What is the Prisoner’s Dilemma, and Why Do Gangs Have a Code of Silence?

The prisoner’s dilemma is probably the most famous paradox studied in game theory. This paradox occurs when two parties act in their self-interest but do not produce the optimal outcome.

Assume there are two gang members, Alex and Ben. They are caught and being interrogated by police. Alex and Ben are separated and cannot communicate with each other. The police are confident that Alex and Ben committed a serious crime. However, there is not enough evidence to punish them to the full extent. The police ask Alex and Ben to confess in exchange for freedom.

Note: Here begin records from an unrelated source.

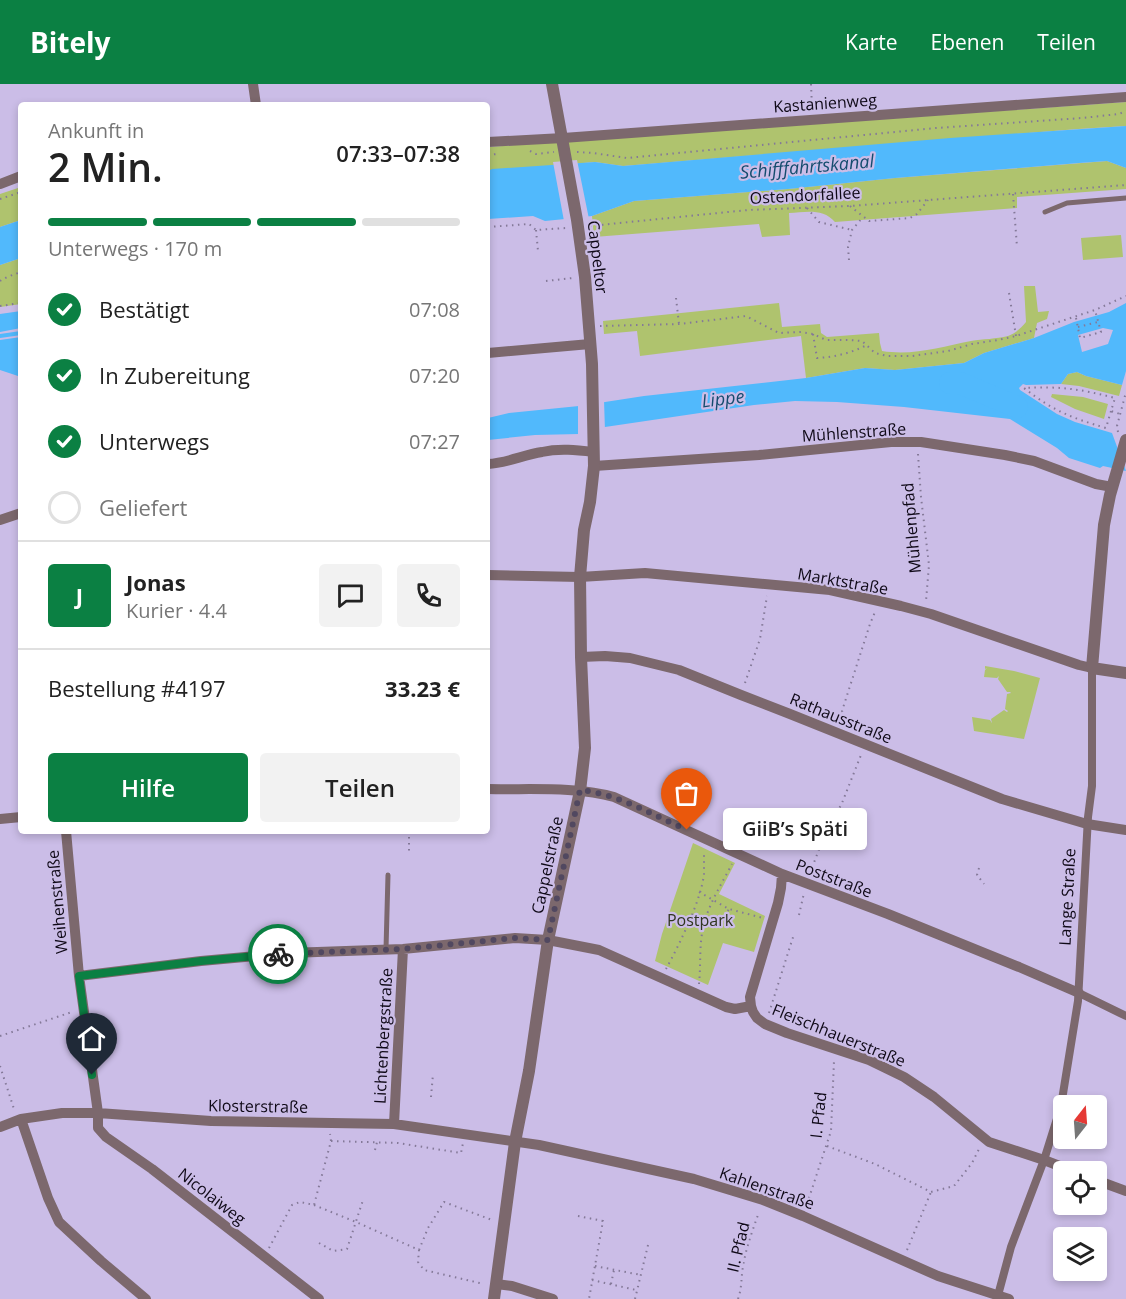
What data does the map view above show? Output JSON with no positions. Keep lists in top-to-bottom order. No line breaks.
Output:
{"streets":{"street":["Kastanienweg","Cappeltor","Mühlenstraße","Marktstraße","Rathausstraße","Cappelstraße","Poststraße","Lange Straße","Weihenstraße","Fleischhauerstraße","Lichtenbergstraße","Klosterstraße","Kahlenstraße","Nicolaiweg"],"path":["Ostendorfallee","Mühlenpfad","I. Pfad","II. Pfad"]},"crossings":[["Kastanienweg","Cappeltor"],["Ostendorfallee","Cappeltor"],["Cappeltor","Cappelstraße"],["Mühlenstraße","Mühlenpfad"],["Mühlenstraße","Cappelstraße"],["Mühlenstraße","Lange Straße"],["Mühlenpfad","Marktstraße"],["Marktstraße","Cappelstraße"],["Marktstraße","Lange Straße"],["Rathausstraße","Cappelstraße"],["Rathausstraße","Lange Straße"],["Cappelstraße","Poststraße"],["Cappelstraße","Fleischhauerstraße"],["Cappelstraße","Klosterstraße"],["Cappelstraße","Kahlenstraße"],["Poststraße","Lange Straße"],["Lange Straße","Fleischhauerstraße"],["Lange Straße","Kahlenstraße"],["Weihenstraße","Fleischhauerstraße"],["Weihenstraße","Klosterstraße"],["Weihenstraße","Nicolaiweg"],["Fleischhauerstraße","Lichtenbergstraße"],["Fleischhauerstraße","I. Pfad"],["Lichtenbergstraße","Klosterstraße"],["Klosterstraße","Kahlenstraße"],["Klosterstraße","Nicolaiweg"],["I. Pfad","Kahlenstraße"],["Kahlenstraße","II. Pfad"]],"water":["Schifffahrtskanal","Lippe"],"parks":["Postpark"],"places":["GiiB’s Späti"],"north":"top","page":{"header":"Bitely","nav":["Karte","Ebenen","Teilen"],"heading":["2 Min.","Ankunft in","07:33–07:38"],"panel":["Jonas","Kurier · 4.4","Bestellung #4197","33.23 €"],"bar":"Unterwegs · 170 m","list":[["Bestätigt","07:08"],["In Zubereitung","07:20"],["Unterwegs","07:27"],"Geliefert"],"round":"J","buttons":["Hilfe","Teilen"],"bubble":"GiiB’s Späti"}}
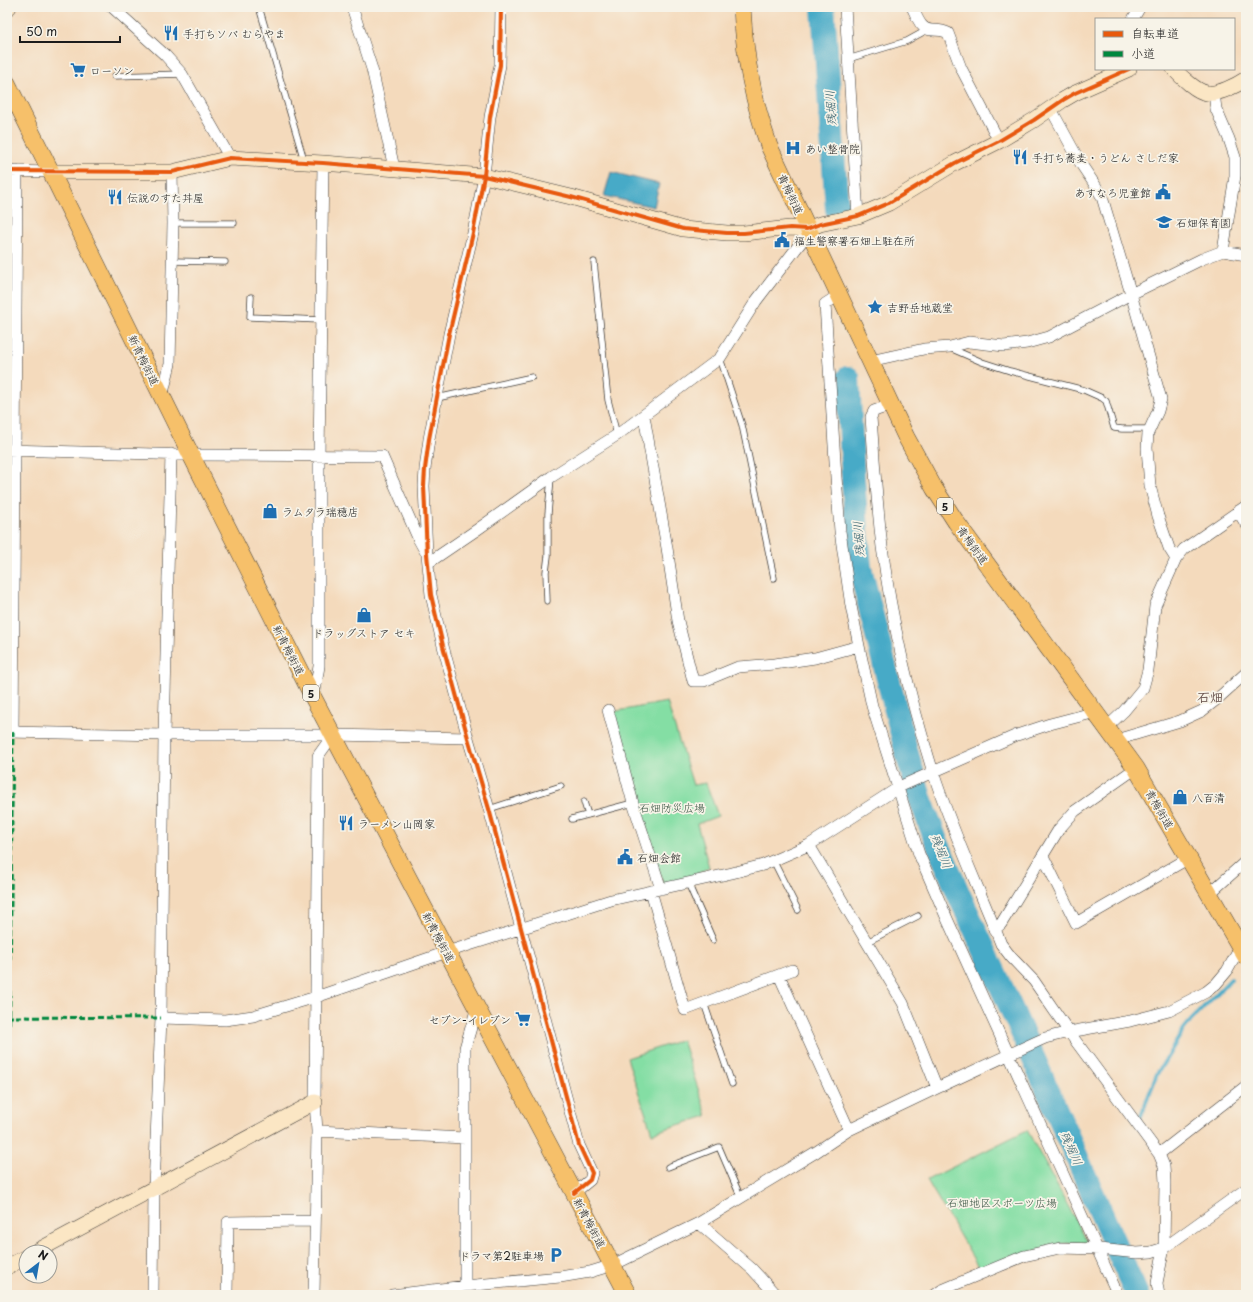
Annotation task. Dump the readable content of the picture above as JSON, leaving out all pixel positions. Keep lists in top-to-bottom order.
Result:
{
  "streets": {
    "main road": ["青梅街道", "新青梅街道", "5"]
  },
  "districts": ["石畑"],
  "water": ["残堀川"],
  "parks": ["石畑防災広場", "石畑地区スポーツ広場"],
  "places": {
    "restaurant": [
      "手打ちソバ むらやま",
      "手打ち蕎麦・うどん さしだ家",
      "伝説のすた丼屋",
      "ラーメン山岡家"
    ],
    "supermarket": ["ローソン", "セブン-イレブン"],
    "hospital": ["あい整骨院"],
    "public building": ["あすなろ児童館", "福生警察署石畑上駐在所", "石畑会館"],
    "school or university": ["石畑保育園"],
    "place": ["吉野岳地蔵堂"],
    "shop": ["ラムタラ瑞穂店", "ドラッグストア セキ", "八百清"],
    "parking": ["ドラマ第2駐車場"]
  },
  "legend": ["自転車道", "小道"],
  "scale_bar": "50 m",
  "north": "top right"
}
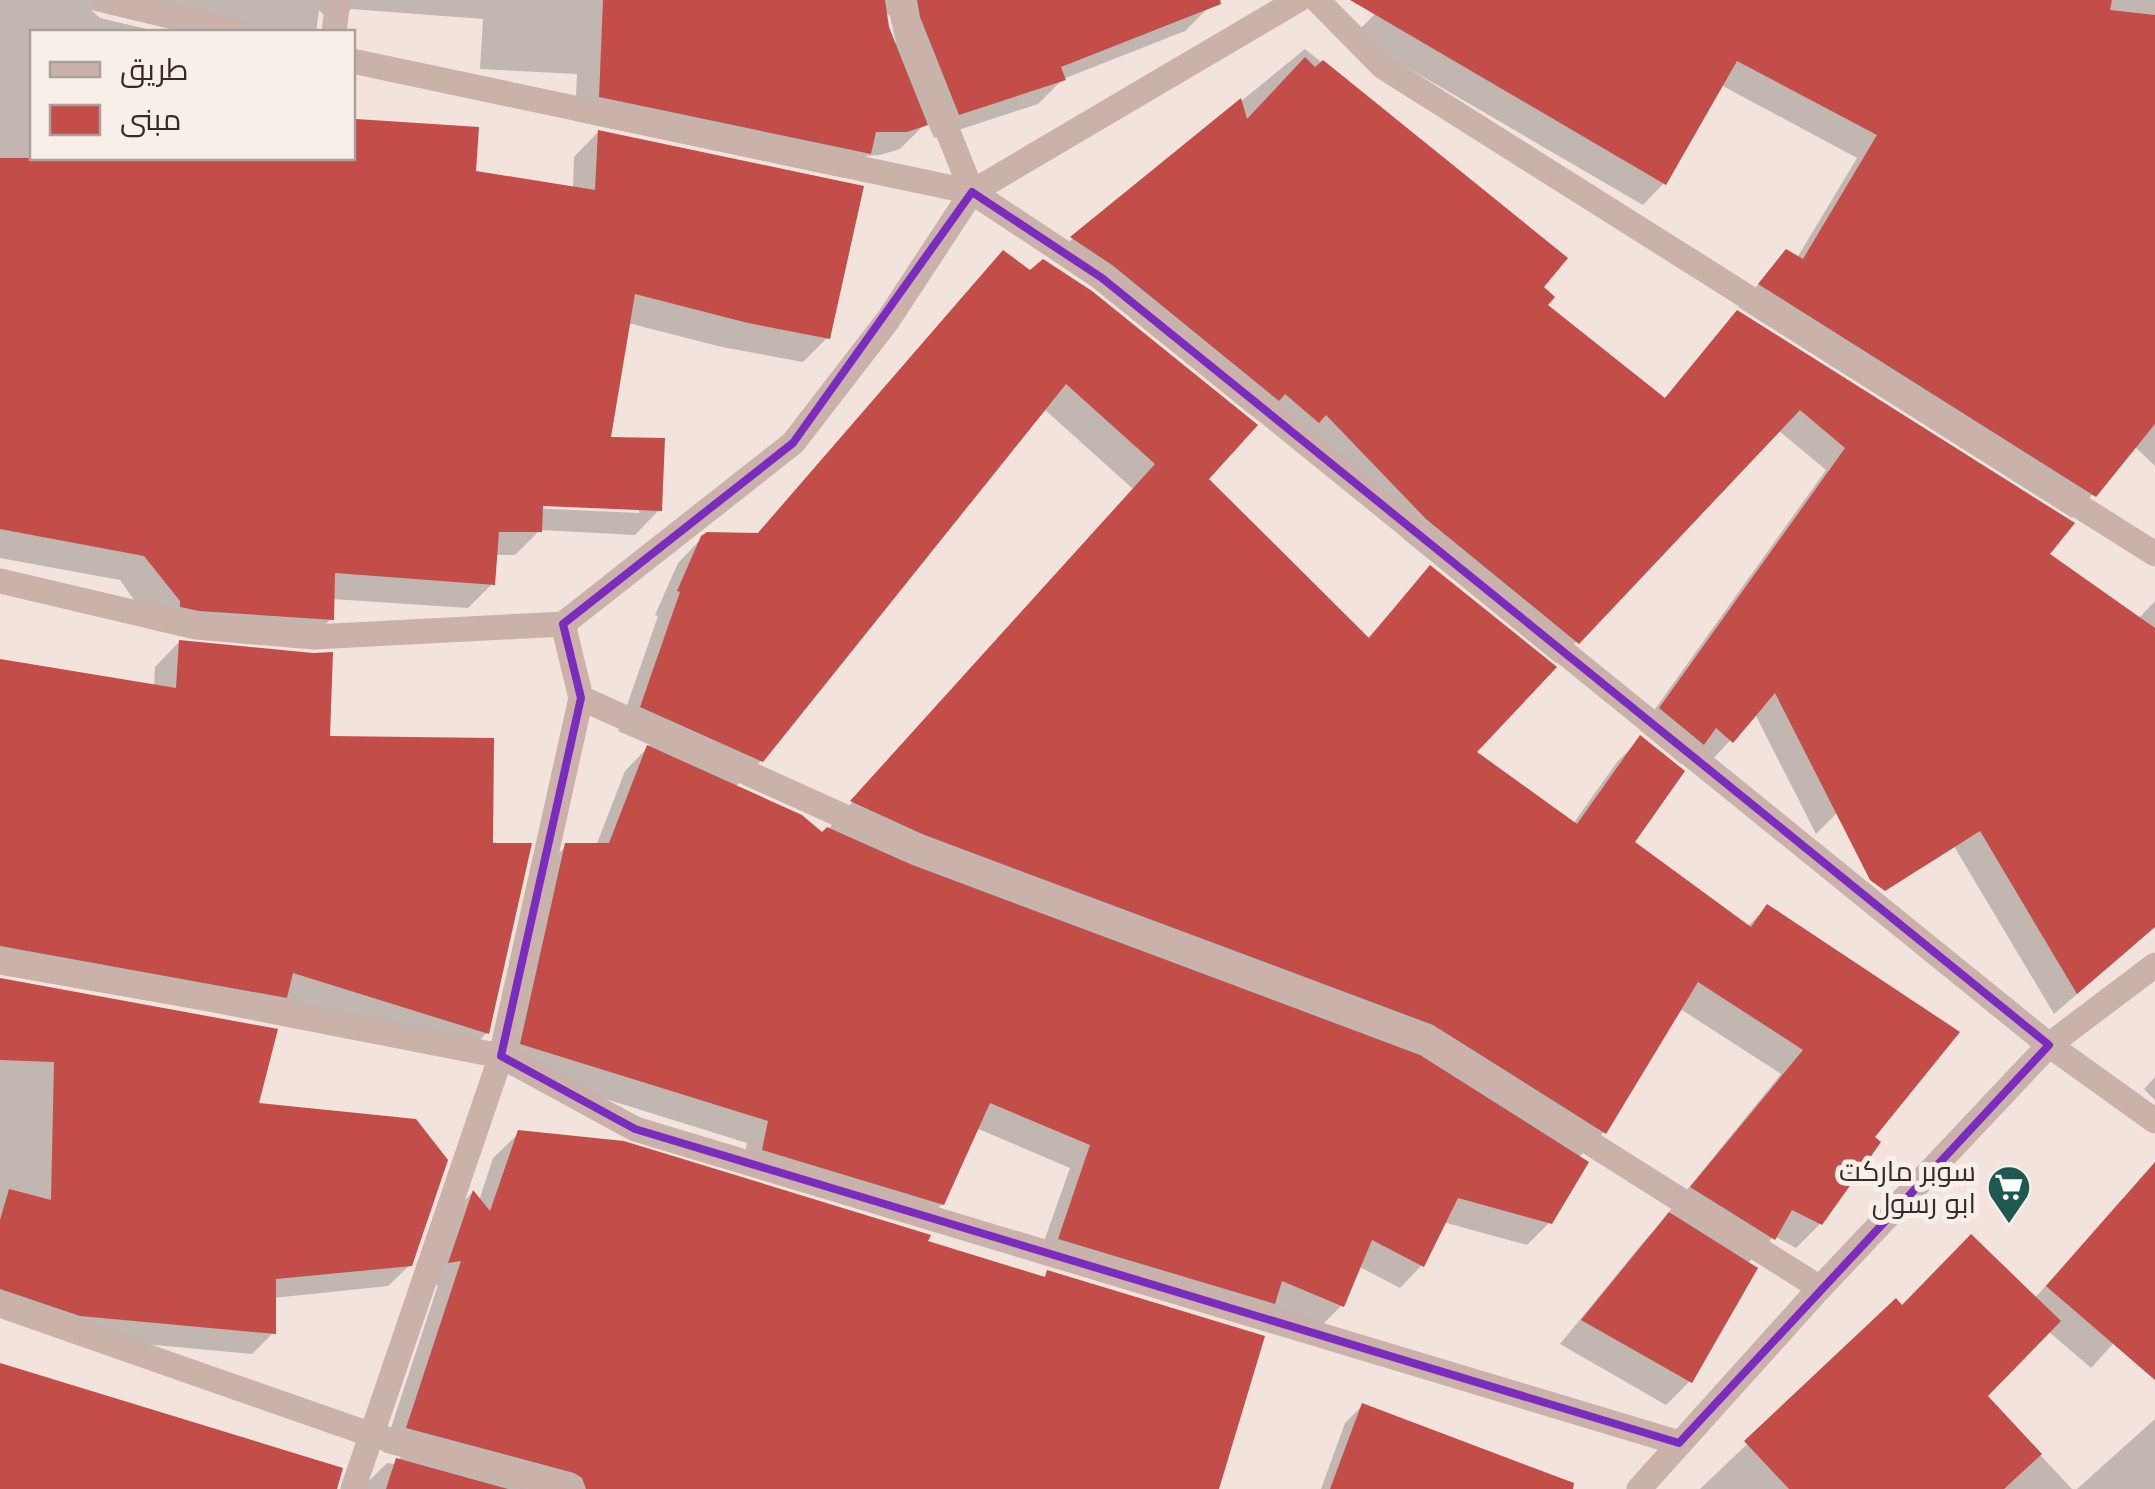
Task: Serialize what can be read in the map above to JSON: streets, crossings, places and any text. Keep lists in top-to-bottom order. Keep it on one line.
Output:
{"places":{"supermarket":["سوبر ماركت ابو رسول"]},"legend":["طريق","مبنى"]}
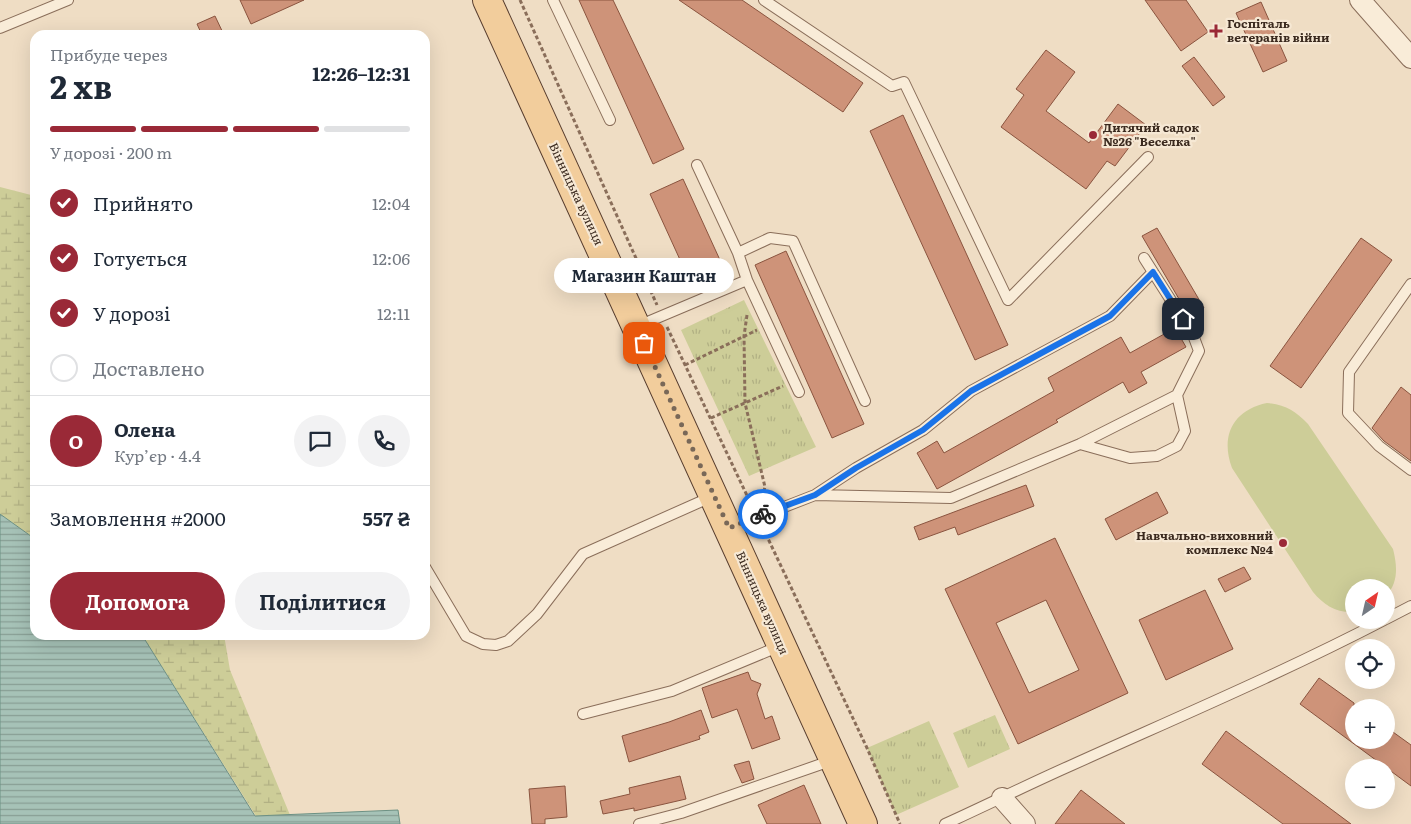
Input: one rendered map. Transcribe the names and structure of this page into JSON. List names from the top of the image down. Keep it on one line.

What should Alex and Ben do?

On the one hand, remaining silent is the right solution for Alex and Ben — both will stay in prison for one year only. On the other hand, confessing may help Alex or Ben avoid prison at all. Here is the dilemma: if Alex thinks that Ben confesses, then Alex’s best strategy is to confess too — otherwise, he would be imprisoned for 20 years. If Alex thinks that Ben remains silent, Alex’s best strategy is to confess as well — this way, he will avoid being imprisoned at all. The same applies to Ben. As a result, the best individual strategy for both gang members is to confess, which leads to 5 years in prison.

The prisoner’s dilemma is observed in different fields, such as economics, criminal justice, politics, and sports. Besides, the discovery of the prisoner’s dilemma in 1950 led to the investigation of other social dilemmas such as the dinner’s dilemma and volunteer’s dilemma.

One example of the prisoner’s dilemma in economics is related to the instability of collusive agreements, which I discuss in my article The Math Behind Cartels and Collusive Agreements. While collusive agreements may help companies gain more profits, such agreements do not last long as each member has a strong incentive to “cheat.”

How to avoid the prisoner’s dilemma?

To do this, parties must find a way to cooperate. In every-day life, the prisoner’s dilemma can be avoided through formal and informal codes of conduct and social norms. The prisoner’s dilemma is also easier to avoid when parties cooperate repeatedly.

One interesting example is the organizational structure of street gangs. In the article “Common Characteristics of Gangs: Examining the Cultures of the New Urban Tribes,” Dr. Gregg Etter analyzes the most common characteristics of street gangs. He finds that the central element of any gang organization is the code of conduct, which includes a code of silence. According to the principle of silence, gang members are not allowed to cooperate with authorities in any way. As a result, gangs with a strong code of conduct avoid the prisoner’s dilemma when caught by police.